[GIVEN INFORMATION]
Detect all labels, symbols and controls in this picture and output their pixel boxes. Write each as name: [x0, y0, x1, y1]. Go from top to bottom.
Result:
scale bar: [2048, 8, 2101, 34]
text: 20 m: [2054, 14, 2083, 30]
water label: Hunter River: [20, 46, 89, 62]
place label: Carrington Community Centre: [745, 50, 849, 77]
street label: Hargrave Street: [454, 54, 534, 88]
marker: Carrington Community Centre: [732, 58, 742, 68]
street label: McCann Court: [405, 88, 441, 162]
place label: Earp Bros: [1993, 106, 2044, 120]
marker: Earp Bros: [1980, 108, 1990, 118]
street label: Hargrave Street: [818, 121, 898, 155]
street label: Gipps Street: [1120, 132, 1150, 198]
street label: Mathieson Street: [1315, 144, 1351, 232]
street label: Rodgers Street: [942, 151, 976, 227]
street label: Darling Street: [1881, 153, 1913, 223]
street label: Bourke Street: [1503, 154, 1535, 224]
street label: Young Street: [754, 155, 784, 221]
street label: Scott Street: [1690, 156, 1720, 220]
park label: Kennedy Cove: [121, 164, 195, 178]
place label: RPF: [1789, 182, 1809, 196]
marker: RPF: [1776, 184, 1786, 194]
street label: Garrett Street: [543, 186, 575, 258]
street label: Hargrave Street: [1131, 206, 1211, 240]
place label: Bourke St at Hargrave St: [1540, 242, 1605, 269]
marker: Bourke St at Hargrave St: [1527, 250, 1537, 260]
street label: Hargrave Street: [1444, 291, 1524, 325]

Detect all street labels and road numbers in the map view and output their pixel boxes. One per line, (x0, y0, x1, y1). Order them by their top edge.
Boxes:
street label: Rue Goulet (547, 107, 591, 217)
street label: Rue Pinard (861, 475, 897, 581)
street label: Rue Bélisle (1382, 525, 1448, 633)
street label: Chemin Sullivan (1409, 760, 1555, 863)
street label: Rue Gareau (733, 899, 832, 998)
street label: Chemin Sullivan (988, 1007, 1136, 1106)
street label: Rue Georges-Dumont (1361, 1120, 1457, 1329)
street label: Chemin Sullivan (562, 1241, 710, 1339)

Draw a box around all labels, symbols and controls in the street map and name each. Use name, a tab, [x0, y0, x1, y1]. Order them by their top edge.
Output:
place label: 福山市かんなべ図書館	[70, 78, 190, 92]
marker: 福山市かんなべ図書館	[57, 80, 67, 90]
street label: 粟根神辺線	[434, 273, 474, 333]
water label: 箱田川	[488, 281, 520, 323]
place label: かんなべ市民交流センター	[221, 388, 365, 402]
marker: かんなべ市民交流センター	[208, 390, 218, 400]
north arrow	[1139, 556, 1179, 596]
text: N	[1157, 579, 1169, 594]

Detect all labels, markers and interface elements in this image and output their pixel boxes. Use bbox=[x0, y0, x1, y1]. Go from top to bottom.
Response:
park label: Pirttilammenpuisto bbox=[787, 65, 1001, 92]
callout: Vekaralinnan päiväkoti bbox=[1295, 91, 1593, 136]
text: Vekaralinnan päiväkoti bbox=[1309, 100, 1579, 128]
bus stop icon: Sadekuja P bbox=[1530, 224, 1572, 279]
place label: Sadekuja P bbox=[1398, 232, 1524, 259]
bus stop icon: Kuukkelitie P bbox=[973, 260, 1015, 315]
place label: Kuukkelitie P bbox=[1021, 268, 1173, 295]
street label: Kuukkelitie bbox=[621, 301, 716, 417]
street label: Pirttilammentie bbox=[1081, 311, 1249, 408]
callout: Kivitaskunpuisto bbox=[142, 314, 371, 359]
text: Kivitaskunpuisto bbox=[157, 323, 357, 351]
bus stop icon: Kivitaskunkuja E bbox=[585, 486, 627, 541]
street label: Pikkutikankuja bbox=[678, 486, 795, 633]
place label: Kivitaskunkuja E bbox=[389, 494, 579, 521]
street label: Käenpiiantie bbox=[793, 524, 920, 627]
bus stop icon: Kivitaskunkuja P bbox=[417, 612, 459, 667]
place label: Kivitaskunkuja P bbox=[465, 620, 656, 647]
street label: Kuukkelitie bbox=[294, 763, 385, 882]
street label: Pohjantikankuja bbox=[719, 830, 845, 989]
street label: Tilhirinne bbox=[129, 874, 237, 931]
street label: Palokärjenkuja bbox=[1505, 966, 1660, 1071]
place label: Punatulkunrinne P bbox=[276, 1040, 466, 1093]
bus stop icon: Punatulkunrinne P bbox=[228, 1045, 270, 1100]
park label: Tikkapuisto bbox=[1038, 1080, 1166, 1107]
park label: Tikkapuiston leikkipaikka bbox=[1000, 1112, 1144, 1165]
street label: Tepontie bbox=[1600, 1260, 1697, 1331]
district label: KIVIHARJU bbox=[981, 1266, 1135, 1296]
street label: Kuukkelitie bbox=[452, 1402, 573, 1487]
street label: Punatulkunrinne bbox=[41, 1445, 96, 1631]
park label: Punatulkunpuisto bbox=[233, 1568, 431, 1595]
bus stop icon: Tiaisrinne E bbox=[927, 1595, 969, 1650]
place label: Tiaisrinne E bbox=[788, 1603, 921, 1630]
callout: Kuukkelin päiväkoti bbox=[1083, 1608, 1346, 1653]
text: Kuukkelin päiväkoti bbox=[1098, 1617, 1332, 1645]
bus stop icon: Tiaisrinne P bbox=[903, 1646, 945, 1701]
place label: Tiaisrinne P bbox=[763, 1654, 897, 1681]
[/GIVEN INFORMATION]
* ASSIGNMENT
Each entry above must be repeated exactly, with nothing dropped.

* FINISHED TASK
Detect all labels, symbols and controls in this picture and output their pixel boxes. Write each as name: [x0, y0, x1, y1]. Go from top to bottom.
Result:
scale bar: [2048, 8, 2101, 34]
text: 20 m: [2054, 14, 2083, 30]
water label: Hunter River: [20, 46, 89, 62]
place label: Carrington Community Centre: [745, 50, 849, 77]
street label: Hargrave Street: [454, 54, 534, 88]
marker: Carrington Community Centre: [732, 58, 742, 68]
street label: McCann Court: [405, 88, 441, 162]
place label: Earp Bros: [1993, 106, 2044, 120]
marker: Earp Bros: [1980, 108, 1990, 118]
street label: Hargrave Street: [818, 121, 898, 155]
street label: Gipps Street: [1120, 132, 1150, 198]
street label: Mathieson Street: [1315, 144, 1351, 232]
street label: Rodgers Street: [942, 151, 976, 227]
street label: Darling Street: [1881, 153, 1913, 223]
street label: Bourke Street: [1503, 154, 1535, 224]
street label: Young Street: [754, 155, 784, 221]
street label: Scott Street: [1690, 156, 1720, 220]
park label: Kennedy Cove: [121, 164, 195, 178]
place label: RPF: [1789, 182, 1809, 196]
marker: RPF: [1776, 184, 1786, 194]
street label: Garrett Street: [543, 186, 575, 258]
street label: Hargrave Street: [1131, 206, 1211, 240]
place label: Bourke St at Hargrave St: [1540, 242, 1605, 269]
marker: Bourke St at Hargrave St: [1527, 250, 1537, 260]
street label: Hargrave Street: [1444, 291, 1524, 325]

Detect all street labels and road numbers in the map view and output their pixel boxes. One per line, (x0, y0, x1, y1). Order them by their top edge.
Boxes:
street label: Rue Goulet (547, 107, 591, 217)
street label: Rue Pinard (861, 475, 897, 581)
street label: Rue Bélisle (1382, 525, 1448, 633)
street label: Chemin Sullivan (1409, 760, 1555, 863)
street label: Rue Gareau (733, 899, 832, 998)
street label: Chemin Sullivan (988, 1007, 1136, 1106)
street label: Rue Georges-Dumont (1361, 1120, 1457, 1329)
street label: Chemin Sullivan (562, 1241, 710, 1339)

Draw a box around all labels, symbols and controls in the street map and name each. Use name, a tab, [x0, y0, x1, y1]. Order them by their top edge.
Output:
place label: 福山市かんなべ図書館	[70, 78, 190, 92]
marker: 福山市かんなべ図書館	[57, 80, 67, 90]
street label: 粟根神辺線	[434, 273, 474, 333]
water label: 箱田川	[488, 281, 520, 323]
place label: かんなべ市民交流センター	[221, 388, 365, 402]
marker: かんなべ市民交流センター	[208, 390, 218, 400]
north arrow	[1139, 556, 1179, 596]
text: N	[1157, 579, 1169, 594]

Detect all labels, markers and interface elements in this image and output their pixel boxes. Use bbox=[x0, y0, x1, y1]. Go from top to bottom.
Response:
park label: Pirttilammenpuisto bbox=[787, 65, 1001, 92]
callout: Vekaralinnan päiväkoti bbox=[1295, 91, 1593, 136]
text: Vekaralinnan päiväkoti bbox=[1309, 100, 1579, 128]
bus stop icon: Sadekuja P bbox=[1530, 224, 1572, 279]
place label: Sadekuja P bbox=[1398, 232, 1524, 259]
bus stop icon: Kuukkelitie P bbox=[973, 260, 1015, 315]
place label: Kuukkelitie P bbox=[1021, 268, 1173, 295]
street label: Kuukkelitie bbox=[621, 301, 716, 417]
street label: Pirttilammentie bbox=[1081, 311, 1249, 408]
callout: Kivitaskunpuisto bbox=[142, 314, 371, 359]
text: Kivitaskunpuisto bbox=[157, 323, 357, 351]
bus stop icon: Kivitaskunkuja E bbox=[585, 486, 627, 541]
street label: Pikkutikankuja bbox=[678, 486, 795, 633]
place label: Kivitaskunkuja E bbox=[389, 494, 579, 521]
street label: Käenpiiantie bbox=[793, 524, 920, 627]
bus stop icon: Kivitaskunkuja P bbox=[417, 612, 459, 667]
place label: Kivitaskunkuja P bbox=[465, 620, 656, 647]
street label: Kuukkelitie bbox=[294, 763, 385, 882]
street label: Pohjantikankuja bbox=[719, 830, 845, 989]
street label: Tilhirinne bbox=[129, 874, 237, 931]
street label: Palokärjenkuja bbox=[1505, 966, 1660, 1071]
place label: Punatulkunrinne P bbox=[276, 1040, 466, 1093]
bus stop icon: Punatulkunrinne P bbox=[228, 1045, 270, 1100]
park label: Tikkapuisto bbox=[1038, 1080, 1166, 1107]
park label: Tikkapuiston leikkipaikka bbox=[1000, 1112, 1144, 1165]
street label: Tepontie bbox=[1600, 1260, 1697, 1331]
district label: KIVIHARJU bbox=[981, 1266, 1135, 1296]
street label: Kuukkelitie bbox=[452, 1402, 573, 1487]
street label: Punatulkunrinne bbox=[41, 1445, 96, 1631]
park label: Punatulkunpuisto bbox=[233, 1568, 431, 1595]
bus stop icon: Tiaisrinne E bbox=[927, 1595, 969, 1650]
place label: Tiaisrinne E bbox=[788, 1603, 921, 1630]
callout: Kuukkelin päiväkoti bbox=[1083, 1608, 1346, 1653]
text: Kuukkelin päiväkoti bbox=[1098, 1617, 1332, 1645]
bus stop icon: Tiaisrinne P bbox=[903, 1646, 945, 1701]
place label: Tiaisrinne P bbox=[763, 1654, 897, 1681]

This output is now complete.